The next section of A21 is a major bottleneck, being a single carriageway with frequent bends. In October 2005 the "Preferred Route" to upgrade this  section was announced.
However, the scheme has since been suspended.

Lamberhurst to John's Cross

After a junction with the A262, the road returns to a dual carriageway standard along the   Lamberhurst bypass where the A21 skirts to the east of the village on a road through various farms until eventually it gets to Scotney Castle where the dual carriageway ends at a roundabout.

The next section of road is a single carriageway which travels past Bewl Water and Kilndown until it once again becomes a dual carriageway for . However it has been reduced to one lane in each direction to reduce speeding.
As the dual Carriageway ends, the road enters East Sussex and meets the A268, taking traffic to/from Rye.

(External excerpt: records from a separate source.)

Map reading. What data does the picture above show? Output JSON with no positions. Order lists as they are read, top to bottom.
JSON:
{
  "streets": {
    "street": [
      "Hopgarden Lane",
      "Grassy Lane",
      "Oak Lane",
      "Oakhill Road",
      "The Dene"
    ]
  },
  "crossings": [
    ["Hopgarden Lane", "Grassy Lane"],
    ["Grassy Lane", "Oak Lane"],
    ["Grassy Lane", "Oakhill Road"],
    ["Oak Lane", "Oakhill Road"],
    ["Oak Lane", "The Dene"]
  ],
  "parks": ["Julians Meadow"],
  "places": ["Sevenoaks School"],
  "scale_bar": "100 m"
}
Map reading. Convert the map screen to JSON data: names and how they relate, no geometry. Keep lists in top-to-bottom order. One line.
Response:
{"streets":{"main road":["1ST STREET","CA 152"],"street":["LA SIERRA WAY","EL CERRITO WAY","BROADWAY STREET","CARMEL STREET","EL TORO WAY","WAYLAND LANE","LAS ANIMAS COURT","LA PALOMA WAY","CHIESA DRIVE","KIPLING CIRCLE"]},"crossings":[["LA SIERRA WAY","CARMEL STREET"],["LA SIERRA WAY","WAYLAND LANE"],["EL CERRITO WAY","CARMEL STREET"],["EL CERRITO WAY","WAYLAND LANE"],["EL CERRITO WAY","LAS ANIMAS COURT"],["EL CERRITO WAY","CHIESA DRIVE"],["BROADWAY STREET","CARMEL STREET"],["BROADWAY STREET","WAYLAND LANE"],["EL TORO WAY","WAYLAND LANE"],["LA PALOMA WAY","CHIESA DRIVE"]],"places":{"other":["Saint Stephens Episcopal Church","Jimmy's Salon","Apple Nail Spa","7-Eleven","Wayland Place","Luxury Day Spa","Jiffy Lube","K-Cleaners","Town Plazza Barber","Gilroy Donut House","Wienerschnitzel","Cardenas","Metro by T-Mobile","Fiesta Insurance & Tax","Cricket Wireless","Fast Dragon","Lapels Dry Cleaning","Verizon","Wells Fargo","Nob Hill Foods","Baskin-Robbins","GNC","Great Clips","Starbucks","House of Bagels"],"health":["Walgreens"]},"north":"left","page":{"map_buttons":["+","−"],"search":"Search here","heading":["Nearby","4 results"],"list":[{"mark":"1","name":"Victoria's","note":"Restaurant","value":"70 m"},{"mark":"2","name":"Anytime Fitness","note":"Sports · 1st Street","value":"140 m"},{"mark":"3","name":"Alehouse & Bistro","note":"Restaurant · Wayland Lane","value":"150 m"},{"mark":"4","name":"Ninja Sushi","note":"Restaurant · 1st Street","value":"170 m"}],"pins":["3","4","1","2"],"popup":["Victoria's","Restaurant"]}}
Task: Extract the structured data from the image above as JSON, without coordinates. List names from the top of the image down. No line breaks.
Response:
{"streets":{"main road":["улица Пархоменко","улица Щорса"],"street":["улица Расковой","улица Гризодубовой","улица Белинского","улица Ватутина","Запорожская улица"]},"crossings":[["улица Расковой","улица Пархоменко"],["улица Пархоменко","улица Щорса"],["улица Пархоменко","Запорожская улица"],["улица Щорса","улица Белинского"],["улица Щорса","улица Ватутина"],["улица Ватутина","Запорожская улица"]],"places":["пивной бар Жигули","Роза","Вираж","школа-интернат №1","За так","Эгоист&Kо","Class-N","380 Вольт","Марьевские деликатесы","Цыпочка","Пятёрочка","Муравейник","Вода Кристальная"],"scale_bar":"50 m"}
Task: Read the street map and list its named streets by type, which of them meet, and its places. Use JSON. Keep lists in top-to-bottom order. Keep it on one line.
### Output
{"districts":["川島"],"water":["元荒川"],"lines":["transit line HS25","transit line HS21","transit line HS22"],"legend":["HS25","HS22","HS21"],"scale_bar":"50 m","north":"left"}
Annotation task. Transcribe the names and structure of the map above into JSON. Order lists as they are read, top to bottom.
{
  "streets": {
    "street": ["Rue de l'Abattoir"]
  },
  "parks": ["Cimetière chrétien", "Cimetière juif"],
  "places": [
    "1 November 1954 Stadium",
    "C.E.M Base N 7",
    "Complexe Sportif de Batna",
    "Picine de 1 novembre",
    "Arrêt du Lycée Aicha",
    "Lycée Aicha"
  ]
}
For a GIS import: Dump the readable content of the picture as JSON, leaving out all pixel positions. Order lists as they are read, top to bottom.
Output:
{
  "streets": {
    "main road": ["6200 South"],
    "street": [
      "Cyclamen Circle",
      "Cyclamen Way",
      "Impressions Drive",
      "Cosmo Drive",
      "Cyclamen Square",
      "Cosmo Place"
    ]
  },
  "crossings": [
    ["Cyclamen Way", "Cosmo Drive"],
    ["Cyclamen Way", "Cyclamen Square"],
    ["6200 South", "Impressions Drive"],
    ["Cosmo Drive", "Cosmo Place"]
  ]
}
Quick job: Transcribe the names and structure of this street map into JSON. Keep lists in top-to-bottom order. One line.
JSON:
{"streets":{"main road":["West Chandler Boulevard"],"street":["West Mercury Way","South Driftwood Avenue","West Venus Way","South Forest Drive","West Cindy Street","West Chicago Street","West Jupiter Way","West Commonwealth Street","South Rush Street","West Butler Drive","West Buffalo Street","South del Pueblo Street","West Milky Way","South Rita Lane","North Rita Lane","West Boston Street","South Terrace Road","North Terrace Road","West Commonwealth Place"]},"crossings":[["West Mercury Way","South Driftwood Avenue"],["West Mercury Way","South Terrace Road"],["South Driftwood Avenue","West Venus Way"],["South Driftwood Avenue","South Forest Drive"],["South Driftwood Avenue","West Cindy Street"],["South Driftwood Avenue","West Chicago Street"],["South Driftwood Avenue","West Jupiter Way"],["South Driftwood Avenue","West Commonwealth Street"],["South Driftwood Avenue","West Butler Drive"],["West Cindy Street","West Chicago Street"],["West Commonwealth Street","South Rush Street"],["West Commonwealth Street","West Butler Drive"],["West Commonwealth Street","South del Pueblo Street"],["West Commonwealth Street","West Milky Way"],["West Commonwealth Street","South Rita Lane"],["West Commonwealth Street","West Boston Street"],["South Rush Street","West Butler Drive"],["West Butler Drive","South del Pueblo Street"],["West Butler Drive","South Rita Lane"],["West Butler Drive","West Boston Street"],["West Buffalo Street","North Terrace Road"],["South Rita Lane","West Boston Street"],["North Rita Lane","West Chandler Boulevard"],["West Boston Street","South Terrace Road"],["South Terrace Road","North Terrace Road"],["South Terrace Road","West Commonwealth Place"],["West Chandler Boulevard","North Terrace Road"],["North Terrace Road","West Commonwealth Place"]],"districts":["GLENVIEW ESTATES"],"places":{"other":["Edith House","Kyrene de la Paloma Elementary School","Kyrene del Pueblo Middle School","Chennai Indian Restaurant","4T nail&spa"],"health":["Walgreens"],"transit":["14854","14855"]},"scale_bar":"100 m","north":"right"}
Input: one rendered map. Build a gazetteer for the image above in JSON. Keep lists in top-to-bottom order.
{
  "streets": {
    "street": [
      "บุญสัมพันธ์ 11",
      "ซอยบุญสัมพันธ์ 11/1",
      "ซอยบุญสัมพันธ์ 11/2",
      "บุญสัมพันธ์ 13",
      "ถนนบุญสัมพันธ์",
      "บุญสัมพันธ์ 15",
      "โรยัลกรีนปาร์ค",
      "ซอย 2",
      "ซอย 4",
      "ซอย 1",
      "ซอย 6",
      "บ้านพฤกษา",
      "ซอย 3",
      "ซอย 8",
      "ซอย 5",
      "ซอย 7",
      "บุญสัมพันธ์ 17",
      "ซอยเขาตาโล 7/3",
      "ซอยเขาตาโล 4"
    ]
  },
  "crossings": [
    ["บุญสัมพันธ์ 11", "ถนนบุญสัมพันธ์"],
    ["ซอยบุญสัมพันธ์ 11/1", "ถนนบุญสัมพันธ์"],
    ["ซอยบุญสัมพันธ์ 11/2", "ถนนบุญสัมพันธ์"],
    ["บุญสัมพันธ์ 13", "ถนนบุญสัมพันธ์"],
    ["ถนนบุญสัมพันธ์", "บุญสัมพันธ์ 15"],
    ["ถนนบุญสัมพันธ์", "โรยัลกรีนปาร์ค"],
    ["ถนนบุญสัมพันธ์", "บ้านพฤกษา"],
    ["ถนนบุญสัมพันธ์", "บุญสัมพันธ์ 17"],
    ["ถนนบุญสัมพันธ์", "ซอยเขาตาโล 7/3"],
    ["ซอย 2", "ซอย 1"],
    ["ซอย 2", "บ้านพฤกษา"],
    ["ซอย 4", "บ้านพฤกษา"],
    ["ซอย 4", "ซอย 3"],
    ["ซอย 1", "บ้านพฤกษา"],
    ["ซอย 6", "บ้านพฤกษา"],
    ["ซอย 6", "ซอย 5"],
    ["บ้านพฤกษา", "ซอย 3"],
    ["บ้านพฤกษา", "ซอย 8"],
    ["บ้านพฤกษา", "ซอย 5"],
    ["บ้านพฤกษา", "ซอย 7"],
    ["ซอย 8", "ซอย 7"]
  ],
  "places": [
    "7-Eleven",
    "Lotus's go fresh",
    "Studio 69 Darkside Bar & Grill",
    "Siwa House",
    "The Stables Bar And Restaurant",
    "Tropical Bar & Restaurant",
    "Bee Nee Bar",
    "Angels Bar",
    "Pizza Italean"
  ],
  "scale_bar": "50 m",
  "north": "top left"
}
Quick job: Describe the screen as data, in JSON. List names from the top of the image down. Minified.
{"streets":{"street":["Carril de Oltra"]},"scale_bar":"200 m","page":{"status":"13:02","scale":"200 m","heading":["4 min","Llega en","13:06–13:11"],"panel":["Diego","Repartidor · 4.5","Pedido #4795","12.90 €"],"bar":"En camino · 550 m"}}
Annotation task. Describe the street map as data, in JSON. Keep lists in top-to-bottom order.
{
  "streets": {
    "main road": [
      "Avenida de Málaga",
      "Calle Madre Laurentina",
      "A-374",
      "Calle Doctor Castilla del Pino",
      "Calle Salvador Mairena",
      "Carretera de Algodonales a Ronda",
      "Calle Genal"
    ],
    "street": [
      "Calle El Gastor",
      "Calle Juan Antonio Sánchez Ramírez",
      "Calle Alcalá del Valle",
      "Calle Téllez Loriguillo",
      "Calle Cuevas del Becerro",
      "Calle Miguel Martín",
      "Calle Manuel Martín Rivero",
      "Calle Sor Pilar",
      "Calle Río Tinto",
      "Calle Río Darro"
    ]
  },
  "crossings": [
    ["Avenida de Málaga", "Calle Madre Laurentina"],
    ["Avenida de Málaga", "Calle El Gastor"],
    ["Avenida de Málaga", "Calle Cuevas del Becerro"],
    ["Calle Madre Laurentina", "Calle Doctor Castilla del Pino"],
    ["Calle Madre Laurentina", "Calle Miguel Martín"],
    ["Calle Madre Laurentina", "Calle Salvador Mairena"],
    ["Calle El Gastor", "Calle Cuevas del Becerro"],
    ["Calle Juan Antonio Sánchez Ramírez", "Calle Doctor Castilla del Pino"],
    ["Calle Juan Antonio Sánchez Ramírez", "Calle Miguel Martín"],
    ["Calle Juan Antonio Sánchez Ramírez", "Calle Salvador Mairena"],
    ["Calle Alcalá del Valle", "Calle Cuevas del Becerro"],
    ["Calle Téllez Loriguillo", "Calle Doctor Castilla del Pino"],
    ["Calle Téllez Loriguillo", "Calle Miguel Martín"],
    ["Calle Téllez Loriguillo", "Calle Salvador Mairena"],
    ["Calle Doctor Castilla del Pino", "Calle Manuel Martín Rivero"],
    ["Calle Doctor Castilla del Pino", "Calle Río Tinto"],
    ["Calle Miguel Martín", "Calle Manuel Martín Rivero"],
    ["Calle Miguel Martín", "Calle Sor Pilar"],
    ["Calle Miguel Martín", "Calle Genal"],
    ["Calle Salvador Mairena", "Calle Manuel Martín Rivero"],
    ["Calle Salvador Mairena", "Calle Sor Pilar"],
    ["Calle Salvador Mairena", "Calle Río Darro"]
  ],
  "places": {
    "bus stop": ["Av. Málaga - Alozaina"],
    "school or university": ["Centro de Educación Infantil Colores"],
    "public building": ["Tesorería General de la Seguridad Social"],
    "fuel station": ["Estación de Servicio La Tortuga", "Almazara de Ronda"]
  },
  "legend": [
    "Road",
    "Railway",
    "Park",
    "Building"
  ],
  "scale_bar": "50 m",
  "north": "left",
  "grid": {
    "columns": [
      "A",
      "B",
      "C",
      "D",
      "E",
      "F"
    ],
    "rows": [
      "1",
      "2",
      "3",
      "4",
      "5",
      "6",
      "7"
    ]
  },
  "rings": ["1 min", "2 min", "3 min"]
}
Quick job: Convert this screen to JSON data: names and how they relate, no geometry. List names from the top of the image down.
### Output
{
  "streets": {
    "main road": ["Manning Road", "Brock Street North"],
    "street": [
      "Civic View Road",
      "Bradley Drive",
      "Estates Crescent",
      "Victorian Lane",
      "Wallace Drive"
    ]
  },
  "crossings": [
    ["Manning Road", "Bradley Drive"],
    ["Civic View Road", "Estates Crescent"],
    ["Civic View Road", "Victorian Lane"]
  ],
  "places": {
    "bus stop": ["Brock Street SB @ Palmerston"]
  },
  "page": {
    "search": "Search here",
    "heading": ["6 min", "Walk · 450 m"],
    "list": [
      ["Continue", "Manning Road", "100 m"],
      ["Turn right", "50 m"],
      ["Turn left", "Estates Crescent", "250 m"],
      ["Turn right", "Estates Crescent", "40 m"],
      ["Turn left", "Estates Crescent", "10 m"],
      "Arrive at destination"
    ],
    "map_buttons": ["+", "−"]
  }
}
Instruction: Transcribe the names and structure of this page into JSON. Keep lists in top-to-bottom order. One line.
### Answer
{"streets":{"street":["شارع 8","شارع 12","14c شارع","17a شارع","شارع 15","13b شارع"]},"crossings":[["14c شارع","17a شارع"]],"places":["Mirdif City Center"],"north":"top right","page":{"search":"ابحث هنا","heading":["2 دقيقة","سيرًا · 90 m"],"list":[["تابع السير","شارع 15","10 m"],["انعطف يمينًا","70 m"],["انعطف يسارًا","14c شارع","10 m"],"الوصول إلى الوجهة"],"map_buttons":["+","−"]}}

The A21 then travels through numerous conjoined villages including Hurst Green where it meets the A265 from Heathfield. After a hill descent, the road reaches a roundabout where the Robertsbridge bypass begins, taking traffic away from the main street in the village.
This is built to a single carriageway standard. The road then regains the original route before meeting the A2100 at a roundabout in the hamlet of Johns Cross.

Mountfield to Hastings
After Johns Cross roundabout, the A21 takes a relatively straight, though undulating, journey, through Whatlington and passes Sedlescombe before climbing a four-mile (6.4 km) long hill to enter Hastings where the first junction reached is the Baldslow Interchange where currently the A28, A2100 and B2093 roads all terminate. The A21 then heads through northern Hastings where the road is known as Sedlescombe road North with access to sub-urban streets until eventually it meets the A2101 which heads for the Town Centre. The A21 then enters Silverhill where it gets to a junction which is sometimes a major bottleneck. Afterwards the A2102 heads for St Leonards and the A21 becomes the high street of Bohemia where the road is narrow. The route then heads down with access to various emergency services and then enters the town centre. From here the original A21 cut through the town centre to meet the A259 at a roundabout near Pelham Crescent however since the town centre has been pedestrianised the A21 heads down on the sub-urban streets to the east. The next section of the A21 heads around partly on a one-way system near the railway station and the Priory Quarter business development. From here, the southbound stretch of A21 is reserved for buses only and terminates on the A259.

Junctions

Improvement proposals
Large portions of the A21, through Kent mostly, are dual carriageway with intervening stretches of single carriageway.
There have long been plans are to upgrade some of the remaining stretches of single carriageway to alleviate congestion, safety and accessibility problems in the villages along the route.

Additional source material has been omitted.